A comprehensive exploration of 21st Century school politics,
Teachers versus the Public offers the first comparison of the
education policy views of both teachers and the public as a whole,
and reveals a deep, broad divide between the opinions held by
citizens and those who teach in the public schools. Among the
findings: Divisions between teachers and the public are wider and
deeper than differences between other groups often thought to
contest school policy, such as Republicans and Democrats, the young
and the old, the rich and the poor, or African Americans and
whites. The teacher-public gap is widest on such issues as merit
pay, teacher tenure reform, impact of teacher unions, school
vouchers, charter schools, and requirements to test students
annually. Public support for school vouchers for all students,
charter schools, and parent trigger laws increases sharply when
people are informed of the national ranking of student performance
in their local school district. Public willingness to give local
schools high marks, its readiness to support higher spending
levels, and its support for teacher unions all decline when the
public learns the national ranking of their local schools. On most
issues, teacher opinion does not change in response to new
information nearly as much as it does for the public as a whole. In
fact, the gap between what teachers and the public think about
school reform grows even wider when both teachers and the public
are given more information about current school performance,
current expenditure levels, and current teacher pay. The book
provides the first experimental study of public and teacher
opinion. Using a recently developed research strategy, the authors
ask differently worded questions about the same topic to randomly
chosen segments of representative groups of citizens. This approach
allows them to identify the impact on public opinion of new
information on issues such as student performance and school
expenditures in each respondent's community. The changes in public
opinion when citizens receive information about school performance
are largest in districts that perform below the national average.

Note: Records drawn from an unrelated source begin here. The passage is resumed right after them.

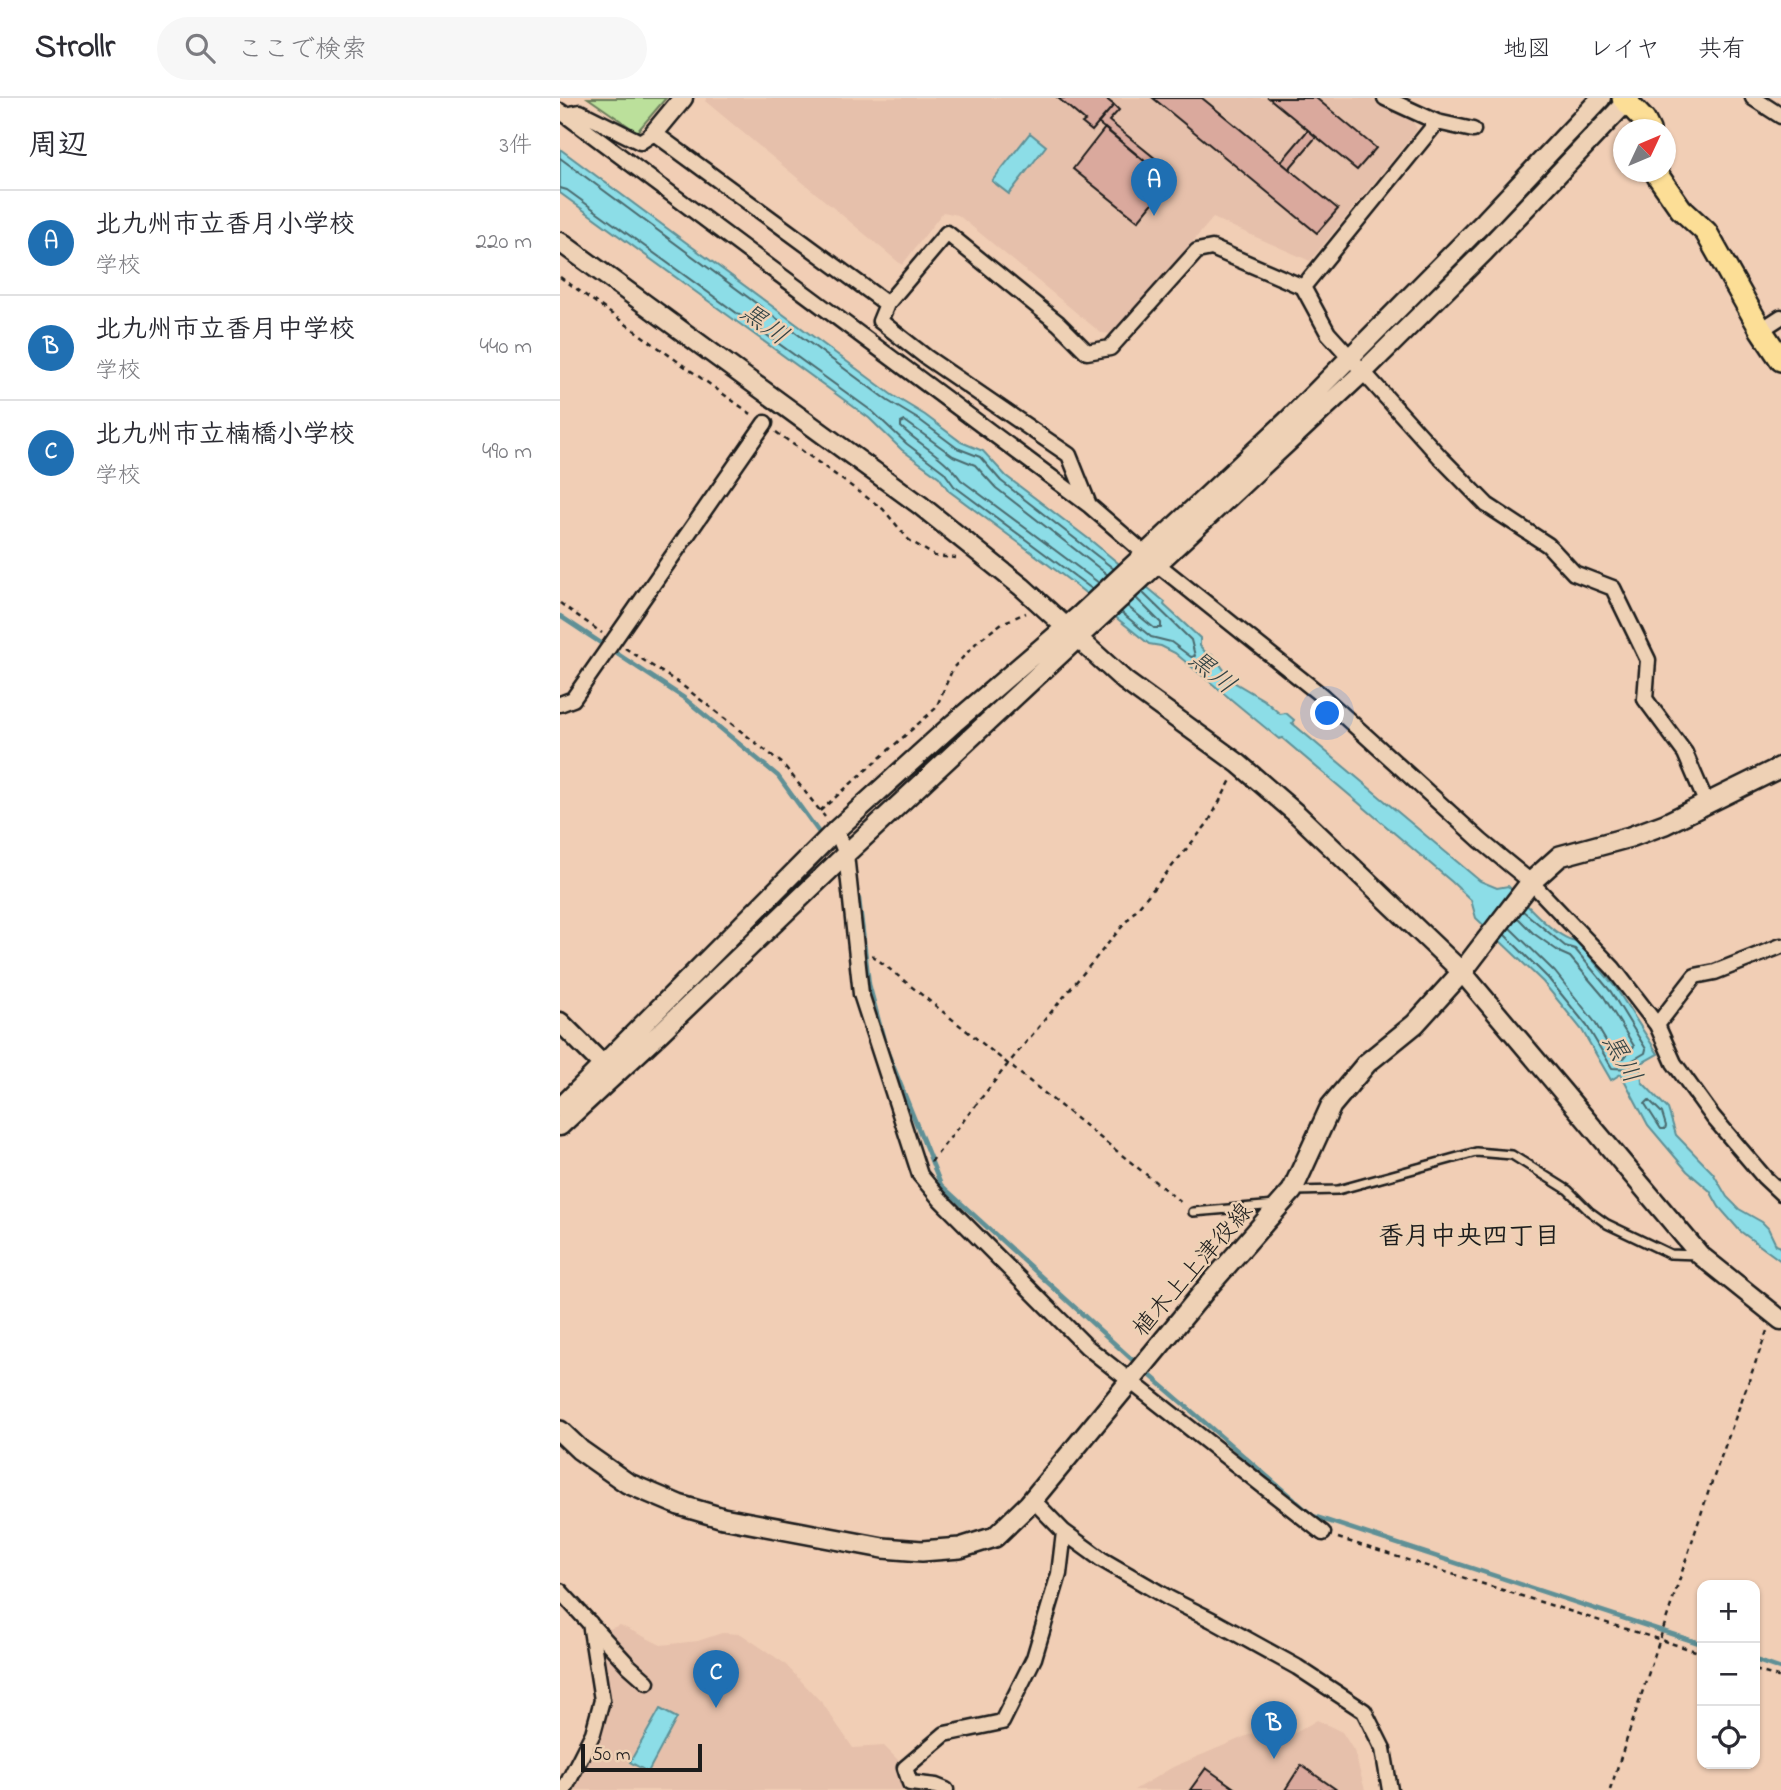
<!DOCTYPE html>
<html lang="ja">
<meta charset="utf-8">
<style>
:root{--surface:#fff;--page:#f7f7f7;--text:#2b2b33;--muted:#7c7c81;--line:#e1e1e2;--accent:#1f6fb2}
body{margin:0;font-family:"Indie Flower","Klee One",sans-serif;background:var(--page);color:var(--text)}
.controls{position:absolute;right:21px;bottom:21px;display:grid;overflow:hidden;border-radius:14px;box-shadow:0 2px 5px #0004}
.controls button{width:63px;height:63px;display:grid;place-items:center;padding:0;border:0;border-bottom:2px solid var(--line);background:var(--surface);color:var(--text);font:35px sans-serif}
.compass{position:absolute;left:1053px;top:21px;width:63px;height:63px;border-radius:50%;background:var(--surface);box-shadow:0 2px 5px #0004;rotate:46deg}
.scale{position:absolute;left:21px;bottom:18px;width:121px;box-sizing:border-box;padding-left:7px;border:4px solid #1c1c1c;border-top:0;font-size:19px;line-height:24px;white-space:nowrap;color:#1c1c1c;-webkit-text-stroke:5px #eed1b5;paint-order:stroke}
.you{position:absolute;left:768px;top:616px;width:24px;height:24px;margin:-18px;border:5px solid #fff;border-radius:50%;background:#1a73e8;box-shadow:0 0 0 10px #1a73e833}
.badge{display:grid;place-items:center;width:46px;height:46px;border-radius:50%;background:var(--accent);color:#fff;font-size:23px;font-weight:700}
.pin{position:absolute;translate:-50% -58px;filter:drop-shadow(0 2px 4px #0008)}
.pin::after{content:'';position:absolute;top:37px;width:24px;height:21px;background:inherit;clip-path:polygon(0 0,100% 0,50% 100%)}
.list{margin:0;padding:0;list-style:none}
h2{display:flex;justify-content:space-between;align-items:center;height:91px;margin:0;padding:0 28px;font-size:30px}
h2 small{font-size:23px;font-weight:400;color:var(--muted)}
.list li{display:grid;grid-template-columns:46px 1fr auto;gap:21px;align-items:center;box-sizing:border-box;height:105px;padding:0 28px;border-top:2px solid var(--line)}
.list b{display:block;font-size:26px;white-space:nowrap}
.list p{margin:0;font-size:23px;white-space:nowrap;color:var(--muted)}
.list em{font-size:23px;font-style:normal;color:var(--muted)}
.icon{flex:none;width:38px;height:38px;fill:none;stroke:currentColor;stroke-width:2;stroke-linecap:round;stroke-linejoin:round}
.map{position:relative;flex:none;width:1221px;height:1692px;overflow:hidden}
header{display:flex;align-items:center;gap:42px;box-sizing:border-box;height:98px;padding:0 35px;background:var(--surface);border-bottom:2px solid var(--line)}
header strong{font-size:33px}
nav{display:flex;gap:38px;margin-inline-start:auto;font-size:24px}
.search{width:490px;height:63px;background:var(--page);display:flex;align-items:center;gap:18px;box-sizing:border-box;padding:0 24px;border-radius:38px;color:var(--muted);font-size:26px}
main{display:flex}
aside{flex:1;background:var(--surface)}
.map>svg:first-child{display:block}
</style>
<header>
<strong>Strollr</strong>
<div class="search"><svg class="icon" aria-label="search" viewBox="0 0 24 24"><circle cx="10" cy="10" r="6"/><path d="M15 15l6 6"/></svg>ここで検索</div>
<nav><a>地図</a><a>レイヤ</a><a>共有</a></nav>
</header>
<main>
<aside>
<h2>周辺<small>3件</small></h2>
<ul class="list">
<li><span class="badge">A</span><div><b>北九州市立香月小学校</b><p>学校</p></div><em>220 m</em></li>
<li><span class="badge">B</span><div><b>北九州市立香月中学校</b><p>学校</p></div><em>440 m</em></li>
<li><span class="badge">C</span><div><b>北九州市立楠橋小学校</b><p>学校</p></div><em>490 m</em></li>
</ul>
</aside>
<div class="map">
<svg width="1221" height="1692" viewBox="0 0 1221 1692">
<rect width="100%" height="100%" fill="#f1ceb5"/>
<filter id="ink" filterUnits="userSpaceOnUse"><feTurbulence type="fractalNoise" baseFrequency=".0143" numOctaves="2"/><feDisplacementMap in="SourceGraphic" scale="14" xChannelSelector="R" yChannelSelector="G"/><feConvolveMatrix kernelMatrix="1 2 1 2 8 2 1 2 1" color-interpolation-filters="sRGB"/></filter>
<g filter="url(#ink)">
<path fill="#e6c0ab" d="M147,0H809L852,21L857,32L750,163L653,120L553,236L541,235L398,117L383,114L342,167L145,3Z
M60,1527L101,1547L138,1543L162,1535L181,1536L224,1565L263,1606L293,1650L324,1648L368,1692H11L38,1637V1541L46,1532Z
M757,1622L782,1634L794,1653L805,1692H574L613,1669L698,1633L724,1642Z"/>
<path fill="#bbe09b" stroke="#6c7e5c" stroke-width="2" d="M28,0H106L77,34Z"/>
<path fill="#8cdde7" stroke="#5f9096" stroke-width="2" d="M470,35L486,48L449,96L432,83Z
M0,51L332,297L365,317L401,344L423,353L446,378L534,445L605,504L604,507L640,540V548L645,554L654,558L672,583L704,602L720,616L726,615L734,622L732,625L920,783L937,790L948,788C964,803 996,842 1017,843L1056,890L1098,956L1078,967L1081,971L1082,984L1108,1011L1116,1037L1153,1075L1167,1099L1179,1111L1202,1124L1208,1130L1216,1147L1221,1149V1163L1180,1133L1159,1109L1150,1093L1127,1073L1088,1027L1061,976L1051,982L1022,932L983,884L916,820L911,802L892,784L722,640L719,641L615,555L601,548L589,546L513,485L389,393L379,379L342,352L309,320L0,95Z
M100,1611L117,1620L88,1674L70,1664Z"/>
<g fill="none" stroke-linecap="round" stroke-linejoin="round">
<path stroke="#49696d" stroke-width="2" d="M0,60L328,303L361,323L397,350L420,359L441,383L554,471
M0,90L7,92L313,314L347,346L384,374L394,388L532,491
M539,485L401,382C385,359 361,348 341,329V325L345,323L393,358L415,367L436,390L548,477
M567,508L594,530H601V525L576,500
M561,514L591,539L611,544L631,559L635,558L631,542L582,494
M950,830L995,874L1034,923L1056,960H1064L1074,948L1044,899L1010,859L1001,855L973,835L958,820
M945,837L988,880L1027,928L1052,970L1071,971L1073,962L1085,955L1086,951L1051,894L1015,851L1005,848L963,813
M1089,1002L1102,1015L1106,1028L1105,1031H1101L1085,1006Z"/>
<path stroke="#5f9096" stroke-width="4.5" d="M0,518L124,600L218,678L263,740
M296,796L299,801L309,886L326,950L381,1087L578,1267
M584,1272L753,1418L1142,1546
M1195,1562L1221,1571"/>
</g>
<path fill="#daa99d" stroke="#1c1c1c" stroke-width="2" d="M498,0H545L554,7L532,33L522,25L525,23Z
M593,0H642L778,111L757,135Z
M709,0H756L816,50L797,72Z
M554,7L559,12L549,23L612,74L606,81L538,25Z
M545,30L610,84L578,123L513,71Z
M748,32L756,39L729,71L721,64Z
M741,1667L777,1692H725Z
M646,1670L677,1692H630Z"/>
<g fill="none" stroke-linecap="round" stroke-linejoin="round">
<defs>
<path id="service" d="M736,1093L778,1092L916,1054L952,1057L1008,1092L1029,1113L1047,1126L1110,1156L1137,1157
M633,1114L716,1107"/>
<path id="minor" d="M825,0L877,24L913,32
M1193,0L1221,18
M0,13L530,408L597,466L761,597L921,743L971,784L1053,870L1097,927L1114,965L1153,1019L1204,1079L1221,1095
M5,17L20,14L80,44L94,35L327,206
M743,189L877,24
M1201,232L1221,219
M529,407L509,357L366,259L320,223L327,206L387,135L498,225L527,254L550,250L637,153L652,150L743,189L768,235L881,360L927,407L988,447L1014,475L1053,490L1088,562L1085,601L1125,655L1146,704
M0,606L13,601L205,325
M276,732L286,756L301,896L360,1077L380,1101L527,1249L763,1435
M1097,927L1135,878L1155,874L1221,848
M473,1402L504,1434L541,1461L610,1501L652,1522L737,1569L804,1613L823,1651L830,1692
M0,1493L69,1568L87,1584
M4,1692L33,1635L42,1602L30,1525
M386,1692L376,1688L350,1685L345,1670L385,1636L442,1624L474,1560L499,1476L504,1434"/>
<path id="tertiary" d="M94,35L123,0
M0,144L360,407L462,489L565,583L679,666L738,717L902,874L1140,1157L1221,1222
M0,924L43,967
M0,1010L276,732L394,625L521,516L728,322L925,123L1041,0
M0,1028L99,936L286,756L803,274L924,154L1070,0"/>
<path id="secondary" d="M0,1333L20,1352L67,1385L119,1407L163,1420L323,1450L362,1453L400,1450L435,1439L469,1406L646,1191L732,1093L771,1008L807,965L855,926L902,874L971,784L1000,758L1070,739L1105,726L1221,669"/>
<path id="primary" d="M1063,0L1084,22L1089,32
M1097,74L1098,78L1121,111L1146,134L1201,232L1221,262"/>
</defs>
<use href="#service" stroke="#1c1c1c" stroke-width="12"/>
<use href="#minor" stroke="#1c1c1c" stroke-width="19"/>
<use href="#tertiary" stroke="#1c1c1c" stroke-width="23"/>
<use href="#secondary" stroke="#1c1c1c" stroke-width="24"/>
<use href="#primary" stroke="#1c1c1c" stroke-width="26"/>
<path stroke="#1c1c1c" stroke-width="2.5" stroke-dasharray="5 5" stroke-linecap="butt" d="M0,179L194,318
M216,334L323,411L349,442L375,458L396,460
M0,505L42,535
M65,550L123,588L223,666L265,719
M260,713L376,610L393,570L418,543L442,525L466,515
M312,857L623,1106
M371,1064L448,966L648,725L671,682
M778,1440L1142,1555
M1195,1572L1221,1580
M1050,1692L1149,1392L1207,1233"/>
<use href="#service" stroke="#eed1b5" stroke-width="7"/>
<use href="#minor" stroke="#eed1b5" stroke-width="14"/>
<use href="#tertiary" stroke="#eed1b5" stroke-width="18"/>
<use href="#secondary" stroke="#eed1b5" stroke-width="19"/>
<use href="#primary" stroke="#fcde96" stroke-width="21"/>
</g>
</g>
<g text-anchor="middle" stroke-width="5" stroke-linejoin="round" paint-order="stroke">
<g font-size="24" fill="#1c1c1c" stroke="#eed1b5">
<text transform="translate(632 1171) rotate(-49)" y="8">植木上上津役線</text>
</g>
<g font-size="26" font-style="italic" fill="#324345" stroke="#eed1b5">
<text transform="translate(205 225) rotate(36)" y="9">黒川</text>
<text transform="translate(653 573) rotate(40)" y="9">黒川</text>
<text transform="translate(1063 960) rotate(61)" y="9">黒川</text>
</g>
<g font-size="26" font-weight="bold" fill="#1c1c1c" stroke="#eed1b5">
<text x="909" y="1146">香月中央四丁目</text>
</g>
</g>
</svg>
<div class="controls">
<button>+</button>
<button>−</button>
<button><svg class="icon" aria-label="locate" viewBox="0 0 24 24"><circle cx="12" cy="12" r="6"/><path d="M12 2v4M12 18v4M2 12h4M18 12h4"/></svg></button>
</div>
<svg class="compass" viewBox="-18 -18 36 36"><path d="M0-13l5 13h-10z" fill="#e53935"/><path d="M0 13l5-13h-10z" fill="#7c7c81"/></svg>
<div class="scale">50 m</div>
<div class="you"></div>
<div class="pin badge" style="left:594px;top:118px">A</div>
<div class="pin badge" style="left:714px;top:1661px">B</div>
<div class="pin badge" style="left:156px;top:1610px">C</div>
</div>
</main>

Altogether, the results indicate that support for many school
reforms would increase if common core state standards were
established and implemented in such a way as to inform the public
about the quality of their local schools. These and many other
findings illuminate the distance between teacher opinions and those
of the public at large. About the Research: In partnership with the
Harvard Program on Education Policy and Governance and the journal,
Education Next, authors Paul E. Peterson, Martin West and Michael
Henderson surveyed nationally representative samples of teachers
and the public as a whole annually between 2007 and 2013.